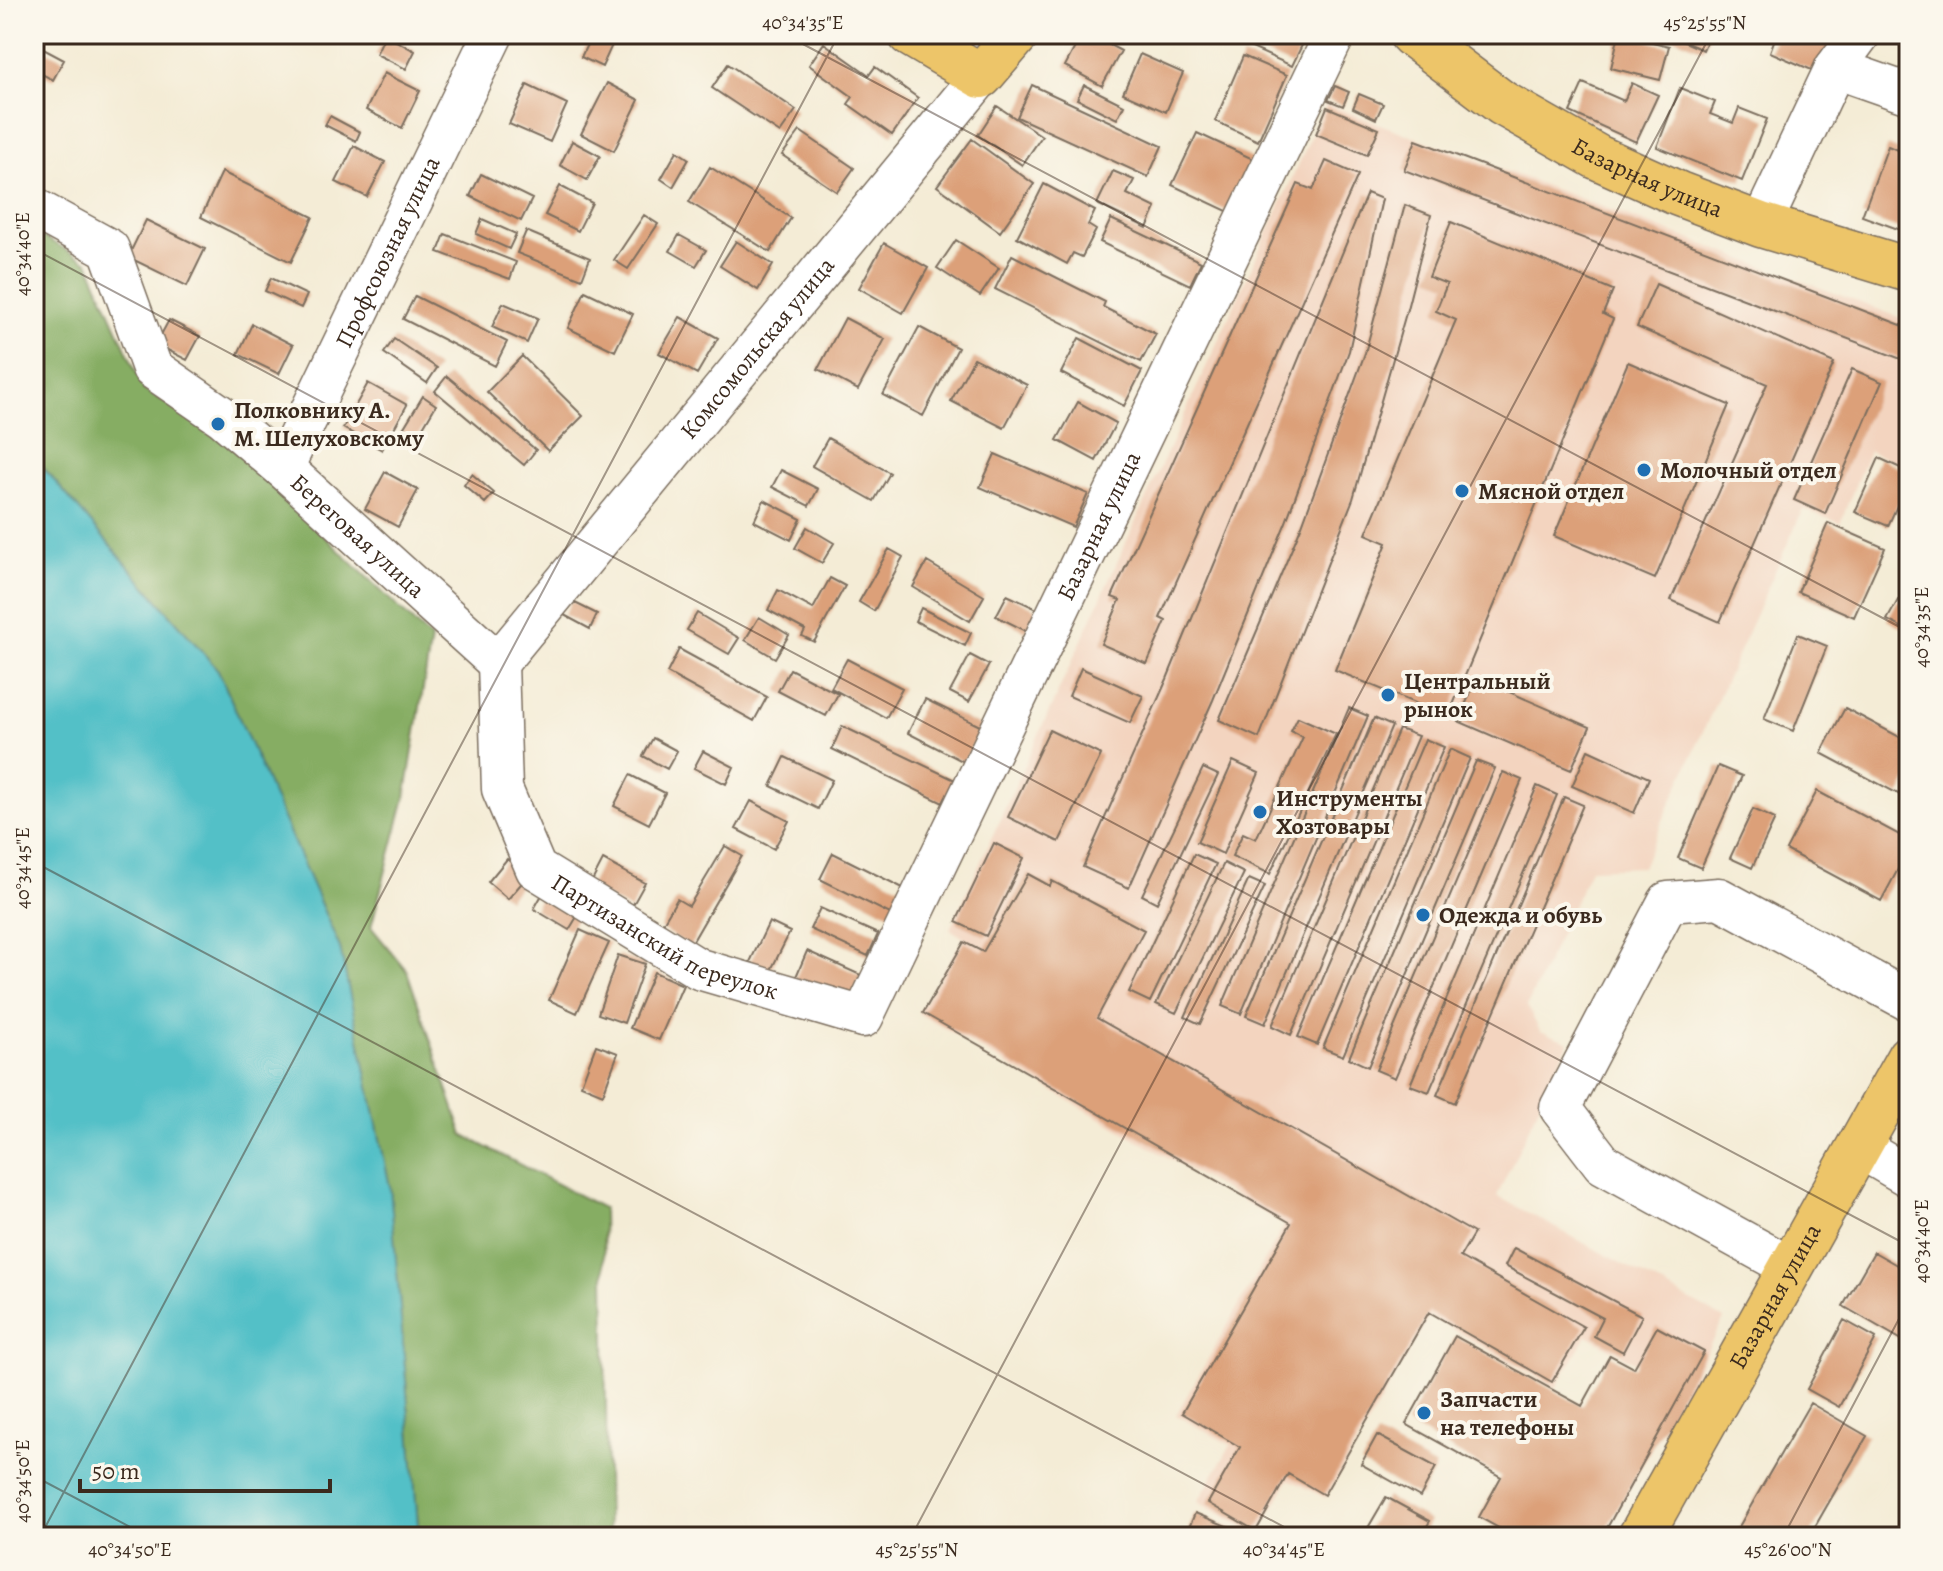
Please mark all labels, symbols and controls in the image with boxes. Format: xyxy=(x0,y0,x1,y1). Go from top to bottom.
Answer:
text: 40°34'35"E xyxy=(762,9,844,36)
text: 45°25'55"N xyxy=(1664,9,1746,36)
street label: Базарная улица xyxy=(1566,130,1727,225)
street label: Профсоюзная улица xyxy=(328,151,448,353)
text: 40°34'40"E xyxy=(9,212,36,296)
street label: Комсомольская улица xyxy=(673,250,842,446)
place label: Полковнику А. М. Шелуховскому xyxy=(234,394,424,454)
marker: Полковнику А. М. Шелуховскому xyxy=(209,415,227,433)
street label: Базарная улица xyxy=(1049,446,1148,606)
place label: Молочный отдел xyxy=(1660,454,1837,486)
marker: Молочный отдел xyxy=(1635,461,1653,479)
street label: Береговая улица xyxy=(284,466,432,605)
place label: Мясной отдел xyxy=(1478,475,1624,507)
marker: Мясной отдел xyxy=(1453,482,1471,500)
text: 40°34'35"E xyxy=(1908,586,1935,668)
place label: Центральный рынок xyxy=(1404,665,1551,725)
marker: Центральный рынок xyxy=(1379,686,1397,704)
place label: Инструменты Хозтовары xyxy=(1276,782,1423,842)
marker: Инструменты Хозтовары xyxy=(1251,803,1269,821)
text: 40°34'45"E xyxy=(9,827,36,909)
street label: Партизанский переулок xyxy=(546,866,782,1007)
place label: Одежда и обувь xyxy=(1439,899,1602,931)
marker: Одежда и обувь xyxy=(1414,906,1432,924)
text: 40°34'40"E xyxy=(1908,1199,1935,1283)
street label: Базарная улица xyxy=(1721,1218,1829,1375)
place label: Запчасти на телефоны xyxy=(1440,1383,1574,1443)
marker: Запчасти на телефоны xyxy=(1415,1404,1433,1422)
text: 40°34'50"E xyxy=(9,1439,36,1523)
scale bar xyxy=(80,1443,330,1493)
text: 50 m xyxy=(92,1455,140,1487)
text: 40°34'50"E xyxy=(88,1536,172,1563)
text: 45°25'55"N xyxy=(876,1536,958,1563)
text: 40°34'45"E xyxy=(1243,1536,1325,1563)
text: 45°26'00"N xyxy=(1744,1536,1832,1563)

= = = = =

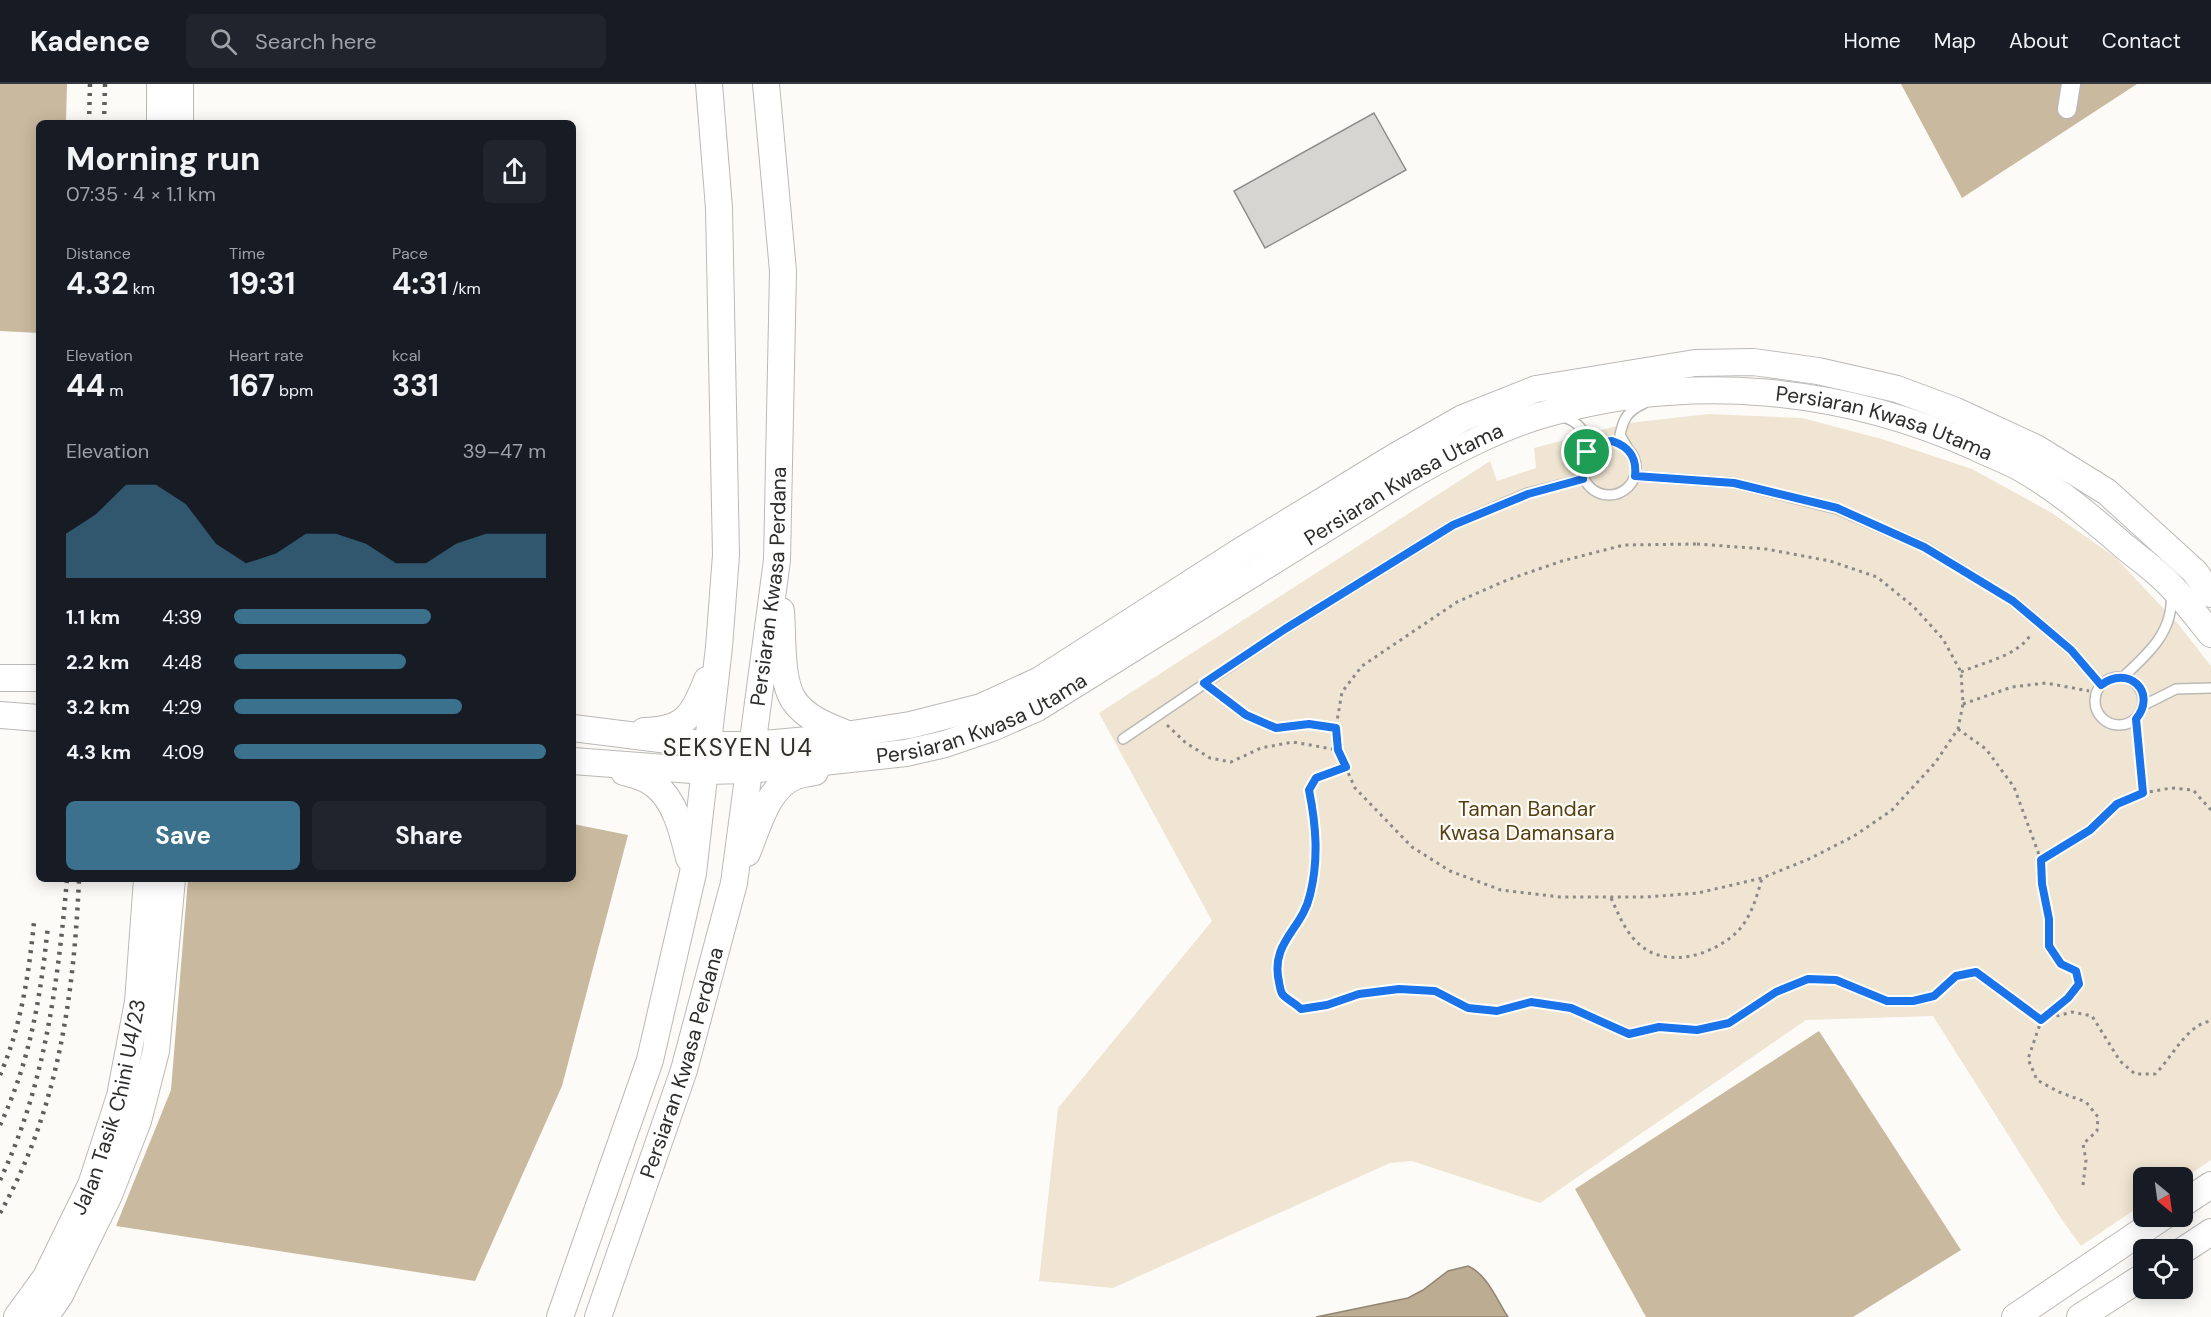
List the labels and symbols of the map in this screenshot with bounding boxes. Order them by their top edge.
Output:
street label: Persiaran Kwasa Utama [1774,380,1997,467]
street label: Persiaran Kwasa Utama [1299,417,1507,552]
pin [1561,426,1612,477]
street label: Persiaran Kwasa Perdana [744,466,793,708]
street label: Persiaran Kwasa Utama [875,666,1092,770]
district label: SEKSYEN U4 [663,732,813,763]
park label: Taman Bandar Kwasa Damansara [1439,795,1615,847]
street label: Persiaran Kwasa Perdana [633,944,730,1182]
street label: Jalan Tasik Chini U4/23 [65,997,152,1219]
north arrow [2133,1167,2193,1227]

= = = = =

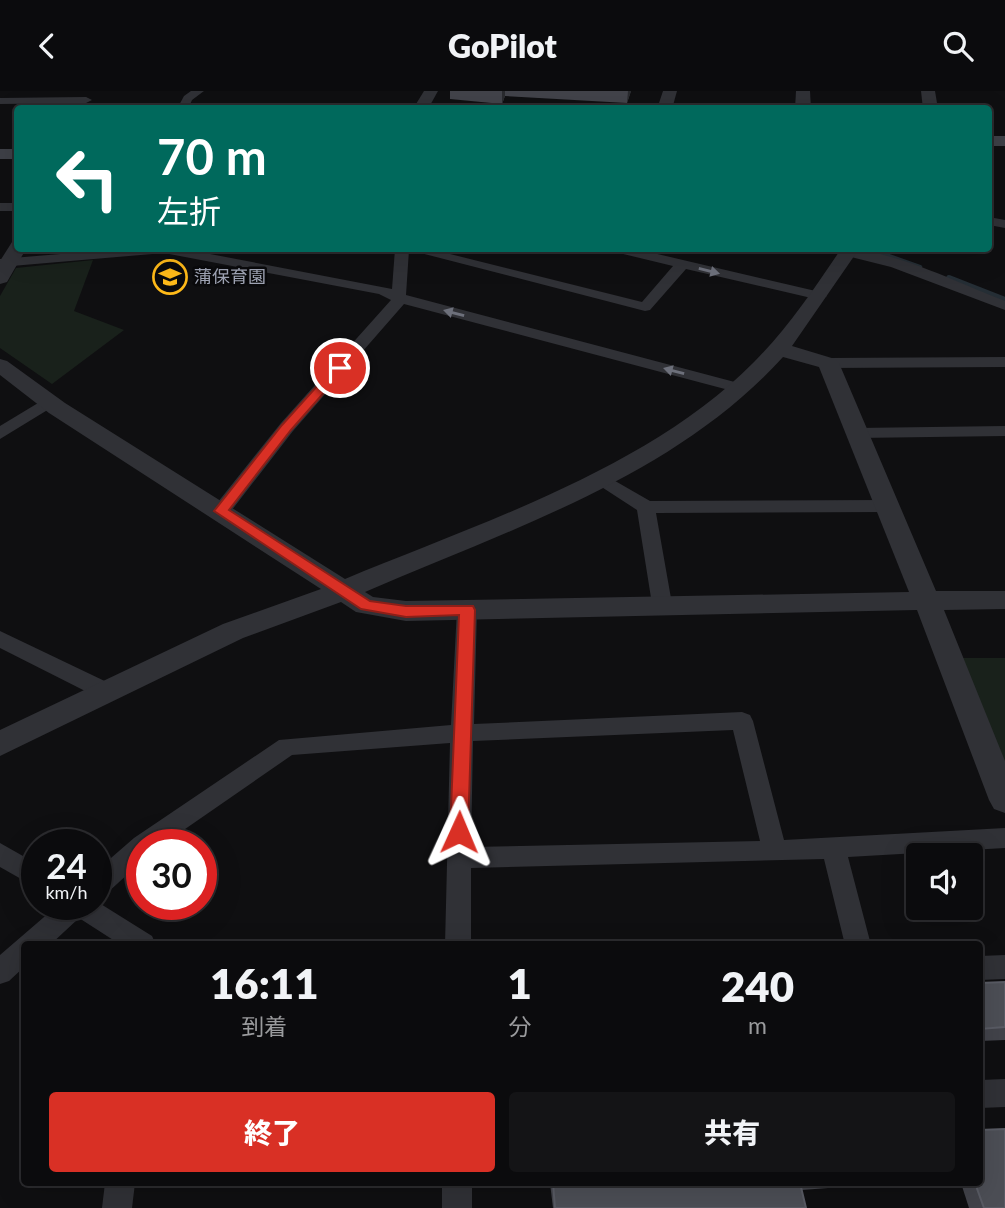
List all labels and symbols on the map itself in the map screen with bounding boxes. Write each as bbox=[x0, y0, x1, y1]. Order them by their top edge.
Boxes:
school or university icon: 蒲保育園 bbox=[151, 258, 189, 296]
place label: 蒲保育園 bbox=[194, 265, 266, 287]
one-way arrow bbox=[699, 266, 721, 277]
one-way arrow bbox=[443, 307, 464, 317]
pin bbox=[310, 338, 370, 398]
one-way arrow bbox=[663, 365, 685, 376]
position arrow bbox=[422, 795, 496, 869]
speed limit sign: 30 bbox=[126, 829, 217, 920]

= = = = =

= EXERCISE GOAL =
Go through the records above and, whenever a line includes the word "List", copy it.

= TASK SOLUTION =
List the labels and symbols of the map in this screenshot with bounding boxes. Order them by their top edge.
List all labels and symbols on the map itself in the map screen with bounding boxes. Write each as bbox=[x0, y0, x1, y1]. Order them by their top edge.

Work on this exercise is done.